**Exercise**
What is needed here is an exact copy of all the records below.

**Data for this task**
▬▬▬▬▬▬▬▬▬▬

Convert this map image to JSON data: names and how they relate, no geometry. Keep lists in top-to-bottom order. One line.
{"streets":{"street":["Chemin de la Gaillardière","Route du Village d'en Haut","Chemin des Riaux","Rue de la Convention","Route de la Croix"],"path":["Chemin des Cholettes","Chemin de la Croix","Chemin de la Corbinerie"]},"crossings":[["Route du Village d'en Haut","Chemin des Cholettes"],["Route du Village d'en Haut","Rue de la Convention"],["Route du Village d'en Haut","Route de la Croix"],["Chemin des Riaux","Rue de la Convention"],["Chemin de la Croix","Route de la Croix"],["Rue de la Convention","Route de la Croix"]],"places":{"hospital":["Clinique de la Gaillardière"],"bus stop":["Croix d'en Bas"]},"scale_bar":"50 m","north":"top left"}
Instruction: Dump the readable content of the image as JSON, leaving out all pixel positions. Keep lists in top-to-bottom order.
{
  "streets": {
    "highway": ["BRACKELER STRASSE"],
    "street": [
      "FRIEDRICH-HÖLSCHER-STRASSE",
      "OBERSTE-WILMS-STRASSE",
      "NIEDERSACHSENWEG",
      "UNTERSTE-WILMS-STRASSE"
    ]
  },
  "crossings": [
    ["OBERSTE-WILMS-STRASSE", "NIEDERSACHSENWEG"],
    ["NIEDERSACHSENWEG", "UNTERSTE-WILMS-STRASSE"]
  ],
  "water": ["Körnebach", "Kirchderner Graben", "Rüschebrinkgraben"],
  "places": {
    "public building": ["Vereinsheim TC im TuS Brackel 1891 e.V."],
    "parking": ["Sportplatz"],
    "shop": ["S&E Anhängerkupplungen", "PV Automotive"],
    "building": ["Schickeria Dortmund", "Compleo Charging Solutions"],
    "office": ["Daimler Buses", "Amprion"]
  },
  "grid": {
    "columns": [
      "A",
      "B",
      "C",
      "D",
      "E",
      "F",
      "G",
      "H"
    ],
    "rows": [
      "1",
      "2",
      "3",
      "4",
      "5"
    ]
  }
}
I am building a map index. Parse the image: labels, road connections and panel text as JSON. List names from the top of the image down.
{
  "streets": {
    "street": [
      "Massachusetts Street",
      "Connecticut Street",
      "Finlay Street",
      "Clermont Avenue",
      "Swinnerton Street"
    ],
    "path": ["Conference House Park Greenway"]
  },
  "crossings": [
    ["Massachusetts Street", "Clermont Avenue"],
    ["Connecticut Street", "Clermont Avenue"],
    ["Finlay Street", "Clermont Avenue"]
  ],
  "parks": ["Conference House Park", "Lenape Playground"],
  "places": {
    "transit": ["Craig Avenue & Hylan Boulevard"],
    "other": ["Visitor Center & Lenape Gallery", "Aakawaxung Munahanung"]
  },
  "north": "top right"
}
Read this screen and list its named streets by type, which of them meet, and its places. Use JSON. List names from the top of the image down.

▬▬▬▬▬▬▬▬▬▬

**Response for this exercise**
Convert this map image to JSON data: names and how they relate, no geometry. Keep lists in top-to-bottom order. One line.
{"streets":{"street":["Chemin de la Gaillardière","Route du Village d'en Haut","Chemin des Riaux","Rue de la Convention","Route de la Croix"],"path":["Chemin des Cholettes","Chemin de la Croix","Chemin de la Corbinerie"]},"crossings":[["Route du Village d'en Haut","Chemin des Cholettes"],["Route du Village d'en Haut","Rue de la Convention"],["Route du Village d'en Haut","Route de la Croix"],["Chemin des Riaux","Rue de la Convention"],["Chemin de la Croix","Route de la Croix"],["Rue de la Convention","Route de la Croix"]],"places":{"hospital":["Clinique de la Gaillardière"],"bus stop":["Croix d'en Bas"]},"scale_bar":"50 m","north":"top left"}
Instruction: Dump the readable content of the image as JSON, leaving out all pixel positions. Keep lists in top-to-bottom order.
{
  "streets": {
    "highway": ["BRACKELER STRASSE"],
    "street": [
      "FRIEDRICH-HÖLSCHER-STRASSE",
      "OBERSTE-WILMS-STRASSE",
      "NIEDERSACHSENWEG",
      "UNTERSTE-WILMS-STRASSE"
    ]
  },
  "crossings": [
    ["OBERSTE-WILMS-STRASSE", "NIEDERSACHSENWEG"],
    ["NIEDERSACHSENWEG", "UNTERSTE-WILMS-STRASSE"]
  ],
  "water": ["Körnebach", "Kirchderner Graben", "Rüschebrinkgraben"],
  "places": {
    "public building": ["Vereinsheim TC im TuS Brackel 1891 e.V."],
    "parking": ["Sportplatz"],
    "shop": ["S&E Anhängerkupplungen", "PV Automotive"],
    "building": ["Schickeria Dortmund", "Compleo Charging Solutions"],
    "office": ["Daimler Buses", "Amprion"]
  },
  "grid": {
    "columns": [
      "A",
      "B",
      "C",
      "D",
      "E",
      "F",
      "G",
      "H"
    ],
    "rows": [
      "1",
      "2",
      "3",
      "4",
      "5"
    ]
  }
}
I am building a map index. Parse the image: labels, road connections and panel text as JSON. List names from the top of the image down.
{
  "streets": {
    "street": [
      "Massachusetts Street",
      "Connecticut Street",
      "Finlay Street",
      "Clermont Avenue",
      "Swinnerton Street"
    ],
    "path": ["Conference House Park Greenway"]
  },
  "crossings": [
    ["Massachusetts Street", "Clermont Avenue"],
    ["Connecticut Street", "Clermont Avenue"],
    ["Finlay Street", "Clermont Avenue"]
  ],
  "parks": ["Conference House Park", "Lenape Playground"],
  "places": {
    "transit": ["Craig Avenue & Hylan Boulevard"],
    "other": ["Visitor Center & Lenape Gallery", "Aakawaxung Munahanung"]
  },
  "north": "top right"
}
Read this screen and list its named streets by type, which of them meet, and its places. Use JSON. List names from the top of the image down.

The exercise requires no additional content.